What to do: From the entries below, list each line with "Format".

Supplied data:
◆ ◆ ◆ ◆ ◆

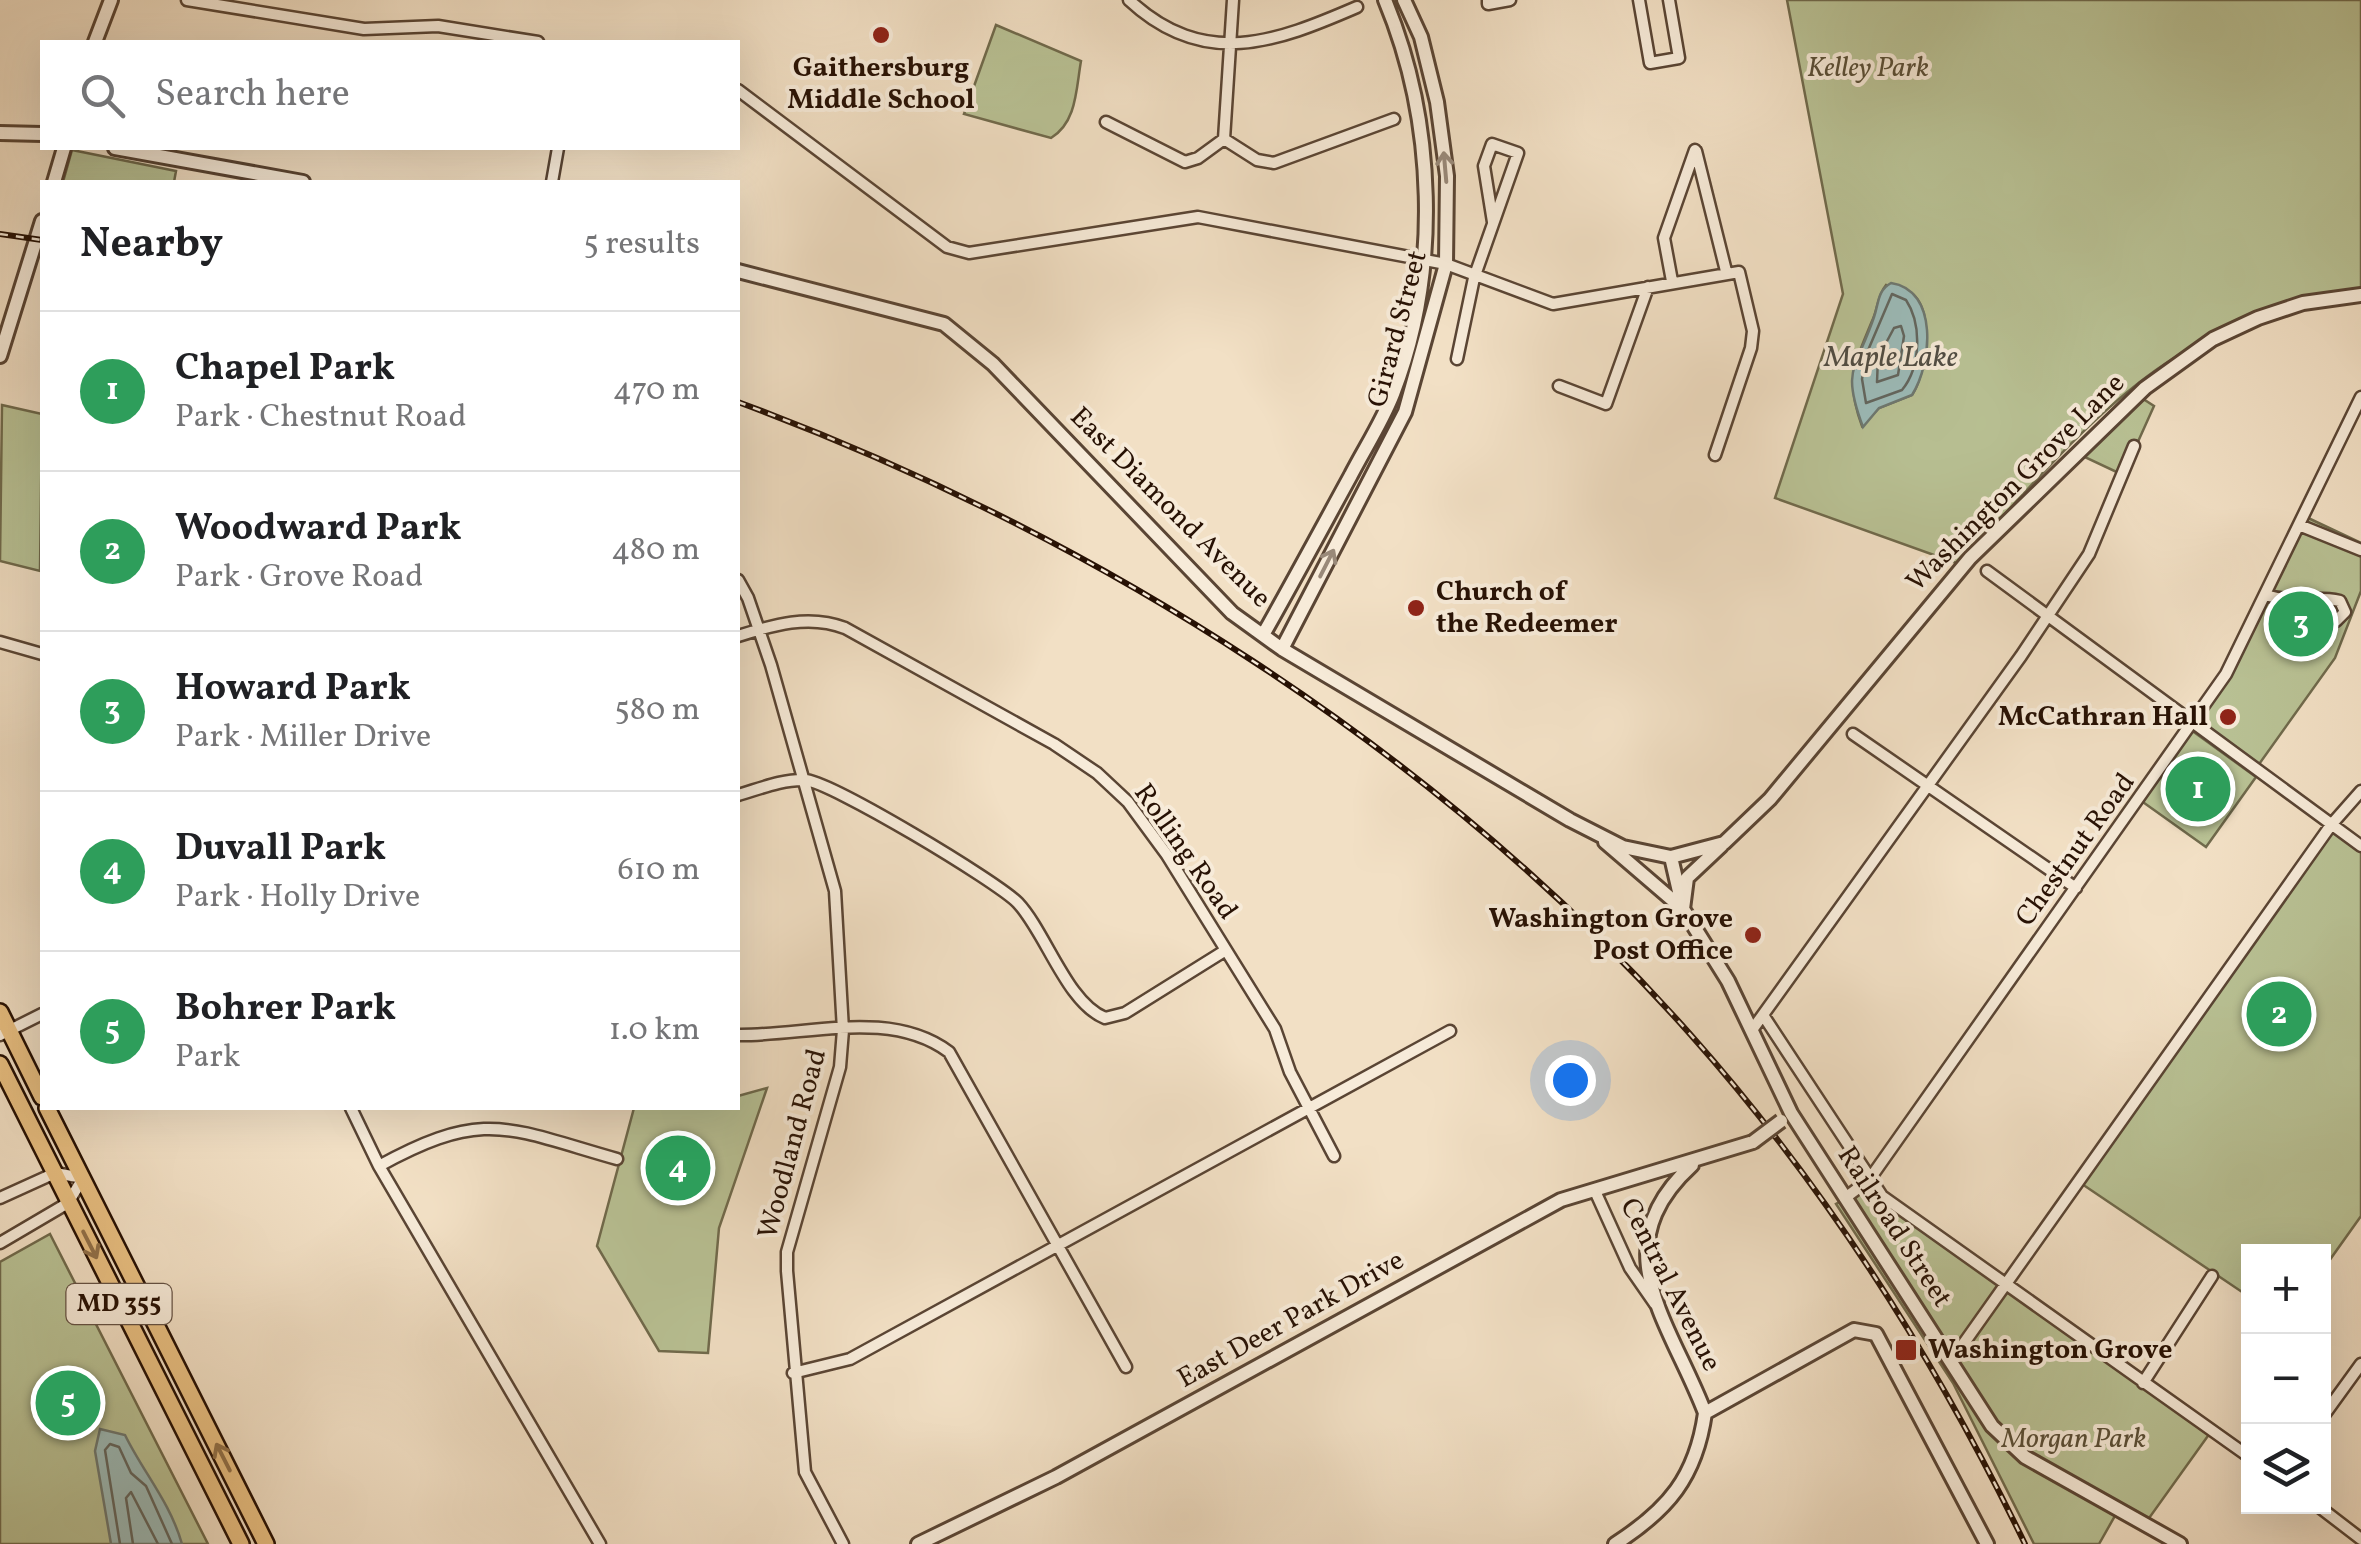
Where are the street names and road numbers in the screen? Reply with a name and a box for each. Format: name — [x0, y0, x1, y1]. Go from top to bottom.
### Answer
street label: Girard Street — [1358, 246, 1438, 412]
street label: Washington Grove Lane — [1898, 365, 2134, 601]
street label: East Diamond Avenue — [1061, 399, 1279, 617]
street label: Chestnut Road — [2007, 765, 2145, 935]
street label: Rolling Road — [1124, 776, 1246, 928]
street label: Woodland Road — [749, 1045, 837, 1243]
street label: Railroad Street — [1827, 1139, 1961, 1315]
street label: Central Avenue — [1610, 1192, 1730, 1378]
street label: East Deer Park Drive — [1171, 1241, 1411, 1399]
road number: MD 355 — [66, 1284, 172, 1324]

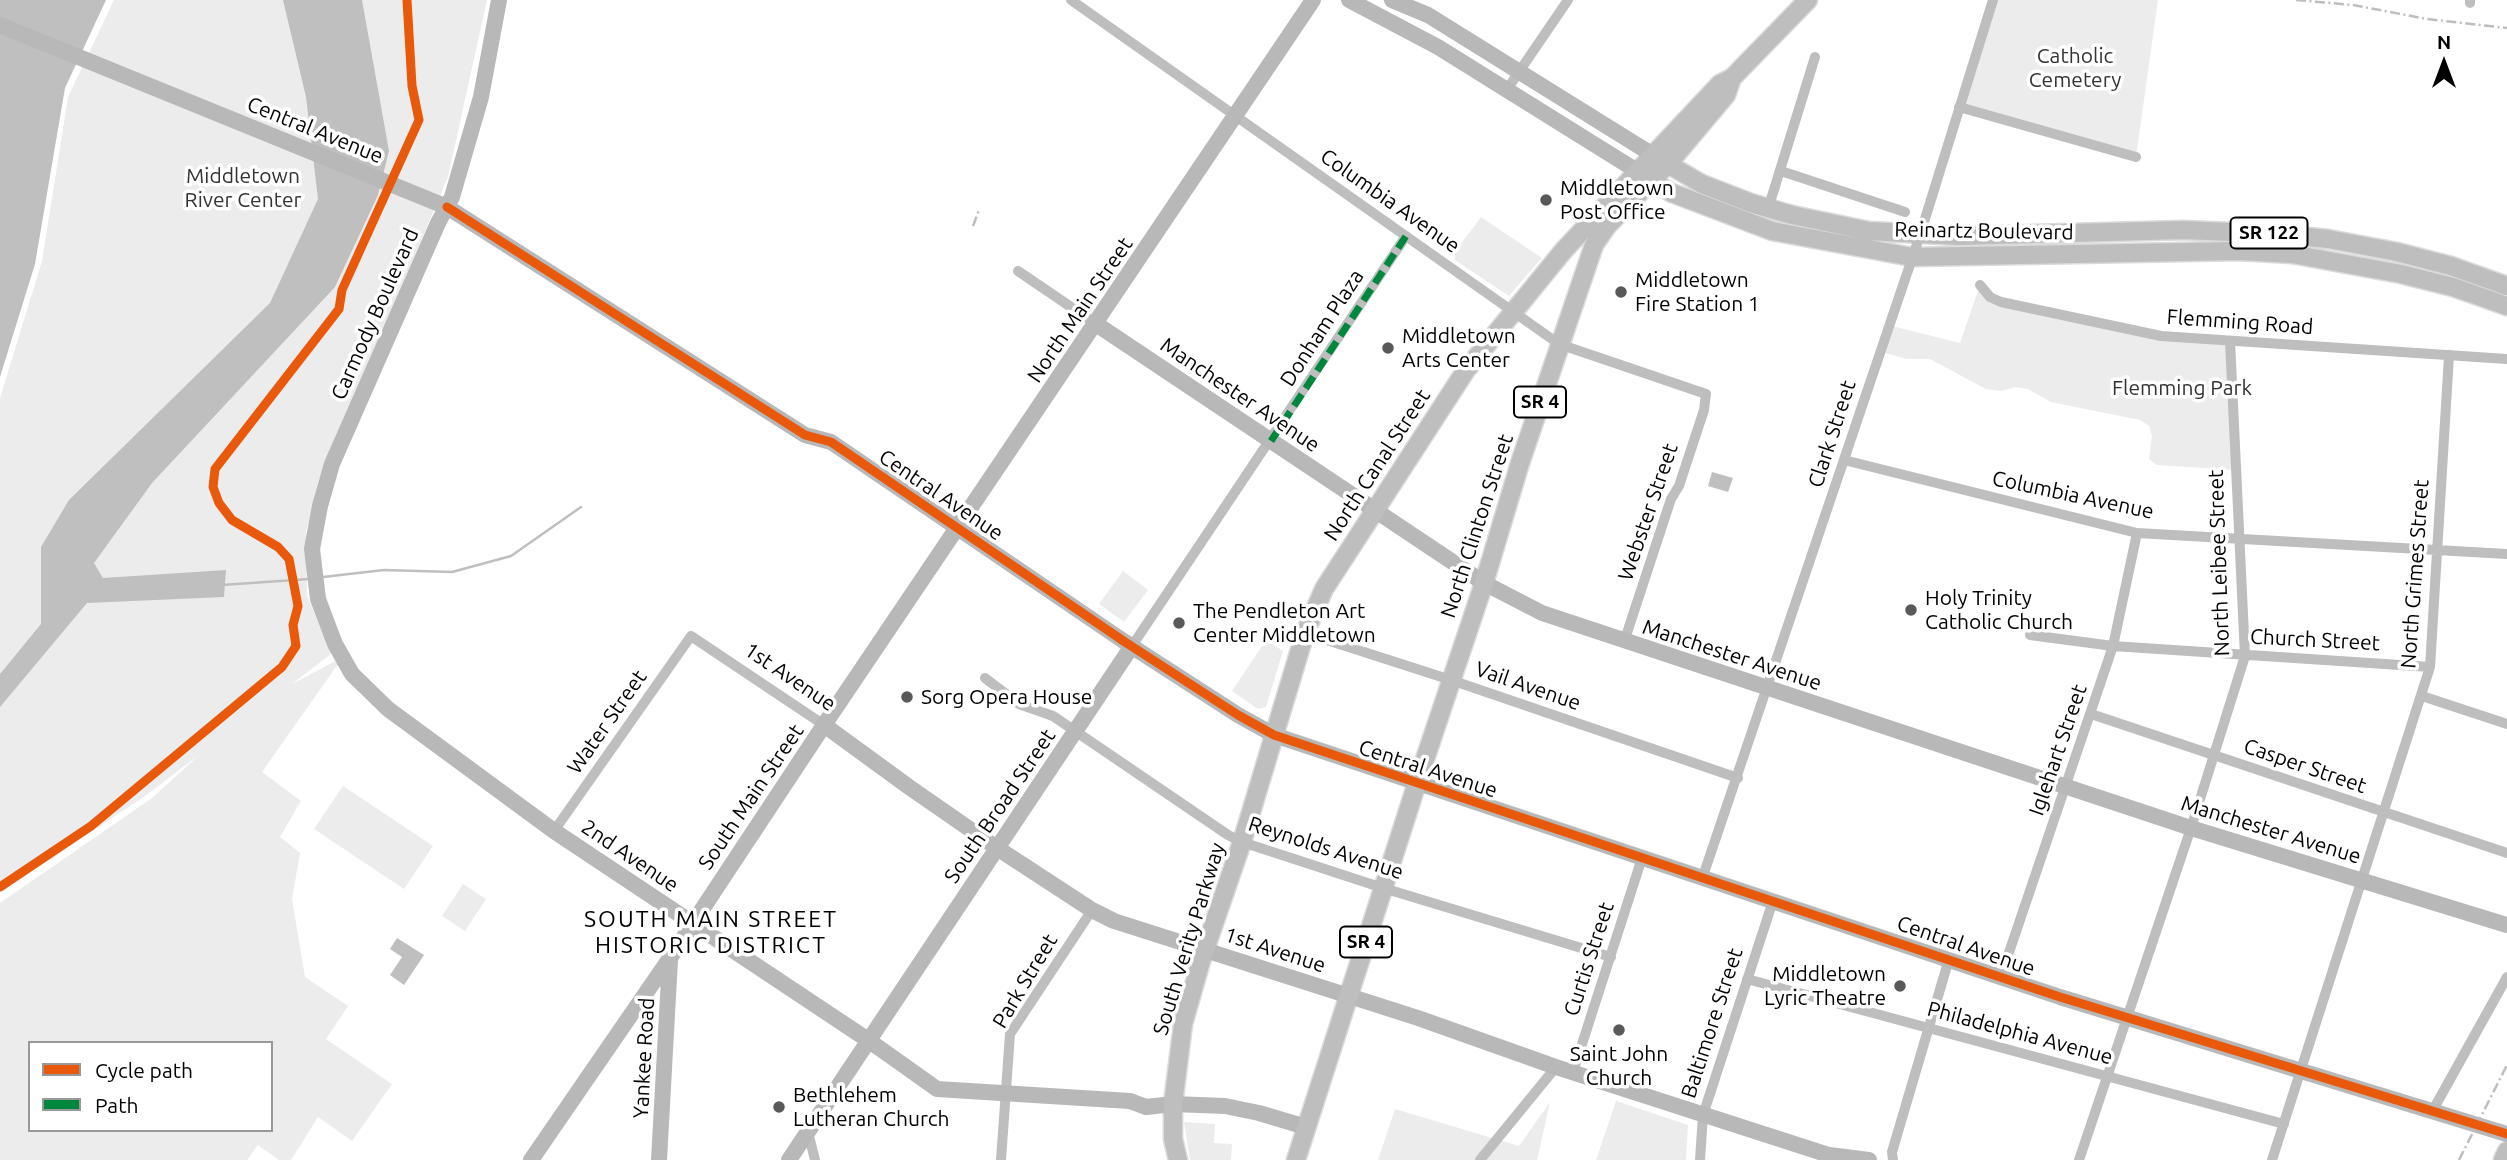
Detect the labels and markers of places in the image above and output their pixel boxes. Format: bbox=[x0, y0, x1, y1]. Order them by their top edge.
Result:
place label: Middletown Post Office bbox=[1560, 175, 1674, 225]
marker: Middletown Post Office bbox=[1538, 192, 1554, 208]
place label: Middletown Fire Station 1 bbox=[1635, 267, 1760, 317]
marker: Middletown Fire Station 1 bbox=[1613, 284, 1629, 300]
place label: Middletown Arts Center bbox=[1402, 323, 1516, 373]
marker: Middletown Arts Center bbox=[1380, 340, 1396, 356]
place label: Holy Trinity Catholic Church bbox=[1925, 585, 2073, 635]
place label: The Pendleton Art Center Middletown bbox=[1193, 598, 1376, 648]
marker: Holy Trinity Catholic Church bbox=[1903, 602, 1919, 618]
marker: The Pendleton Art Center Middletown bbox=[1171, 615, 1187, 631]
place label: Sorg Opera House bbox=[921, 684, 1092, 710]
marker: Sorg Opera House bbox=[899, 689, 915, 705]
place label: Middletown Lyric Theatre bbox=[1764, 961, 1886, 1011]
marker: Middletown Lyric Theatre bbox=[1892, 978, 1908, 994]
marker: Saint John Church bbox=[1611, 1022, 1627, 1038]
place label: Saint John Church bbox=[1570, 1041, 1668, 1091]
place label: Bethlehem Lutheran Church bbox=[793, 1082, 950, 1132]
marker: Bethlehem Lutheran Church bbox=[771, 1099, 787, 1115]

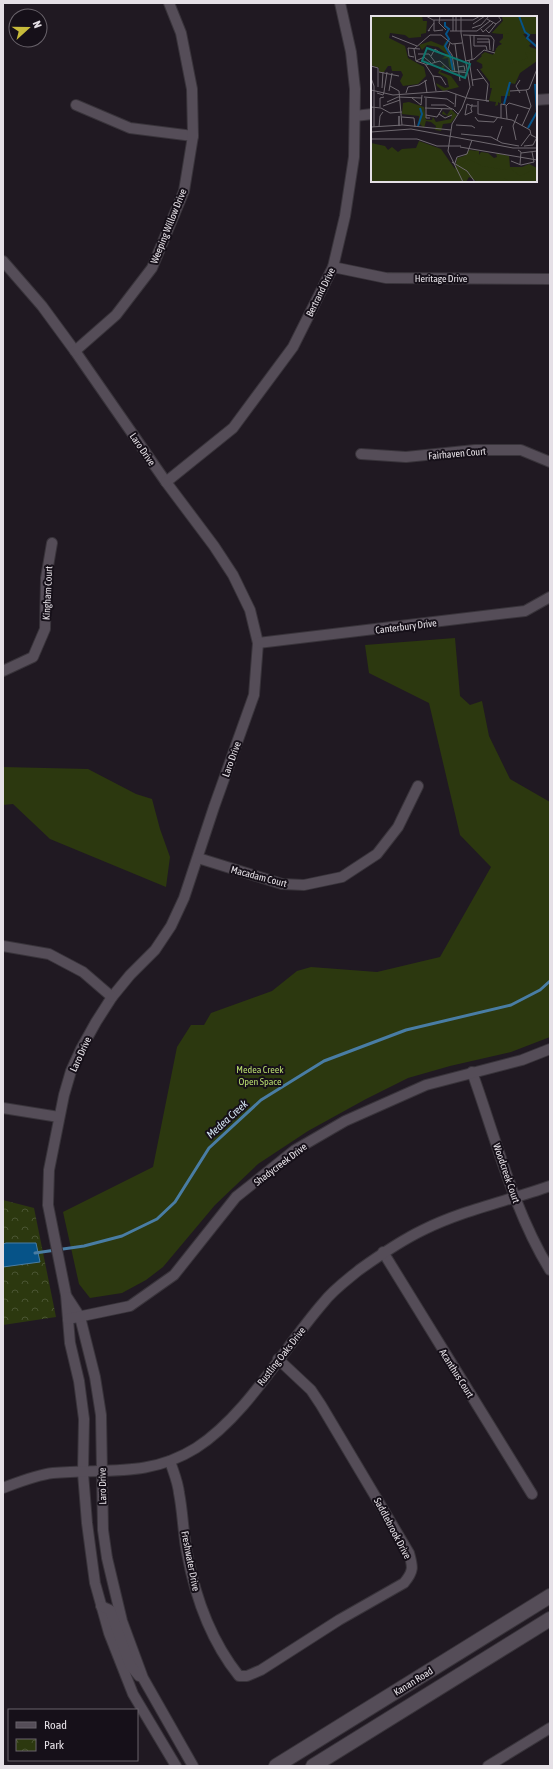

◆ ◆ ◆ ◆ ◆

Exercise solution:
Where are the street names and road numbers in the screen? Reply with a name and a box for each. Format: name — [x0, y0, x1, y1]. Go from top to bottom.
Detect the labels and markers of places in the image above and output their pixel boxes. Format: bbox=[x0, y0, x1, y1]. Order them by their top edge.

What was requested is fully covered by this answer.